Assistant Attorney General
Antitrust Division
U.S. Department of Justice

Before the

Subcommittee on Antitrust, Business Rights and Competition
Committee on the Judiciary
United States Senate



Washington, D.C.
September 17, 1997

Good afternoon, Mr. Chairman and Members of the Subcommittee. I appreciate this opportunity to share my thoughts on the outlook for competition in the telecommunications industry, and the Justice Department's crucial role in promoting and protecting competition in this industry in the wake of the Telecommunications Act of 1996.

I want to begin by commending the leadership and Members of this Subcommittee, as well as the leadership and Members of the Judiciary Committee as a whole, for their leadership on this important subject, for their support of this landmark legislation, and for sharing the vision that competition can and should replace regulation as the main engine for economic oversight and growth in this industry.

We know from lengthy experience across a variety of industries that competition serves America's consumers well, leading to lower prices, increased product quality and variety as well as more innovation. Competition also serves American businesses, by encouraging them to be more efficient and enabling them better to compete in increasingly global markets. We know from the growth of competition in the long distance market, which was facilitated by the break-up of AT&T, that these precepts apply to the telecommunications industry, just as they do to others. Moreover, in the telecommunications industry, increased competition also promises the added benefit of limiting the need for costly and inevitably imperfect regulation.

In enacting the 1996 Telecom Act, Congress recognized that changes in technology and a number of marketplace factors made a transition to competition possible in the local exchange segment of this industry. Though that transition is possible, and indeed is underway, we must remember that competition will not blossom overnight. Fundamental transitions like the one called for by the Act are difficult and take time, as they require the development of new, extraordinarily complex legal, technical and economic arrangements so that competition can take root where regulated monopoly had reigned for decades before. Getting these arrangements in place will take not only the incumbents and entrants working together in good faith, but also the persistence and vigilance of regulators at the state and federal levels. In the end, it may even take new technological innovations to overcome the technical problems as well as the resistance of incumbents in bringing competition to a single wire system.

In reviewing the extent of local competition about one year and a half after the Act's passage, it seems that many industry participants underestimated the full extent of the challenge of bringing competition to the local telephone market. In the excitement surrounding the Act's passage, many in the industry predicted that the Act's goal of opening up local markets would be realized quickly. Some of the long distance companies as well as many of the cable companies initially claimed that they could easily bring competition to the local telephone market. Subsequent events have shown, however, that such predictions misjudged the degree of difficulty in developing and instituting the necessary operating systems and technology, as well as just how much time, money, and work was necessary to enter the local telephone market.

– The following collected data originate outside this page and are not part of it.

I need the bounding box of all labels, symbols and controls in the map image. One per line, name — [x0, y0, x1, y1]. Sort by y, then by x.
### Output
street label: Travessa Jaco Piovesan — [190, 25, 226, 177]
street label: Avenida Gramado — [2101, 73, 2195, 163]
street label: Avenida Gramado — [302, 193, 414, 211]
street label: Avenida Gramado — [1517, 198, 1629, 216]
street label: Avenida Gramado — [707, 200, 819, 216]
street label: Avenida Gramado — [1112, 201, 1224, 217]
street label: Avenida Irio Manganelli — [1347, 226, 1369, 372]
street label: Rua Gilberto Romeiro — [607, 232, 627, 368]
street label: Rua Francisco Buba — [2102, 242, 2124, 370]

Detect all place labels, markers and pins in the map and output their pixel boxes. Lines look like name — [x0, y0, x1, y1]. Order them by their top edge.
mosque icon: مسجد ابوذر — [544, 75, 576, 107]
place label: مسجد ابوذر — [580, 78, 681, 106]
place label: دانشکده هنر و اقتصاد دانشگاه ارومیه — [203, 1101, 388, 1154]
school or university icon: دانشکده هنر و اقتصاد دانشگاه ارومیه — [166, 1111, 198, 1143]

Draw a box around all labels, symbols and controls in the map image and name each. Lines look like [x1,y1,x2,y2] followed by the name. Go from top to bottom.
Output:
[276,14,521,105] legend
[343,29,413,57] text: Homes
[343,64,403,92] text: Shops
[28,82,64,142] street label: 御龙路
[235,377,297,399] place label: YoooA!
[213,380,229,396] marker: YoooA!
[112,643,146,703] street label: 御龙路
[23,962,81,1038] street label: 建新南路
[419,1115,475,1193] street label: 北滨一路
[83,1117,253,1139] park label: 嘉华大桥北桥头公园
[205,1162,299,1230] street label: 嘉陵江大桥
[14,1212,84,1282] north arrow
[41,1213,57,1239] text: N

In assessing the Act's effectiveness, I think it's critical that we not expect more progress than is realistic. At the same time, it's important to understand that the Act takes us in the right direction, and that any effort to make significant adjustments risks adding to the regulatory uncertainty and further complicating the already complex process of facilitating competition in a market that has long been treated as a natural monopoly. In short, the Act did a remarkably good job of identifying the necessary market opening steps and any efforts to alter its basic approach would be misplaced.

Simplifying things a bit, I think that consumers will benefit most significantly from two possibilities encouraged by the Act: (1) the development of technological alternatives to wireline service that will provide new ways to deliver telecommunications services; and (2) the offering of new products and services, as well as the bundling of existing services, through a more creative use of the existing facilities.

The development of technologies in the cable and wireless industries that would challenge the single wire monopoly of the local telephone companies began before enactment of the Telecom Act, of course. And many in the industry foresaw the efficiencies and consumer benefits inherent in offering attractive bundles of services that could include local, long distance, Internet access, and paging services, for example. But the enactment of the Telecom Act was a critical step in accelerating these developments and in achieving these goals because it sent the clear signal that the regulatory landscape would welcome and reward competition. Specifically, the Act created new possibilities for local entry through its interconnection, unbundling, and resale requirements as well as a regulatory framework that will ultimately lead to the bundling of different telecommunications services, including local and long distance. In sum, the Act not only allows for and encourages new alternate networks, it also envisions better uses of the existing network by eventually allowing incumbents to employ such facilities more flexibly and requiring them to share such facilities with new entrants who will also be able to use them to develop new types and combinations of services.

In examining the progress thus far, it is essential to understand that the full potential of the Telecom Act will not be realized until alternative technologies -- such as cable and wireless telephony -- can be developed and deployed and other important innovations have a chance to take place. At present, we are seeing a lot of posturing and litigation that is a logical consequence of the fact that, in nearly all markets, the one wire into homes and businesses is the only practical way to deliver voice telephony. Understandably, in this environment, this resource is an essential input to both the incumbent local exchange carriers and their competitors. Accordingly, the price that regulators set for this scarce resource is probably the single most important factor in determining how much and what kind of entry is possible.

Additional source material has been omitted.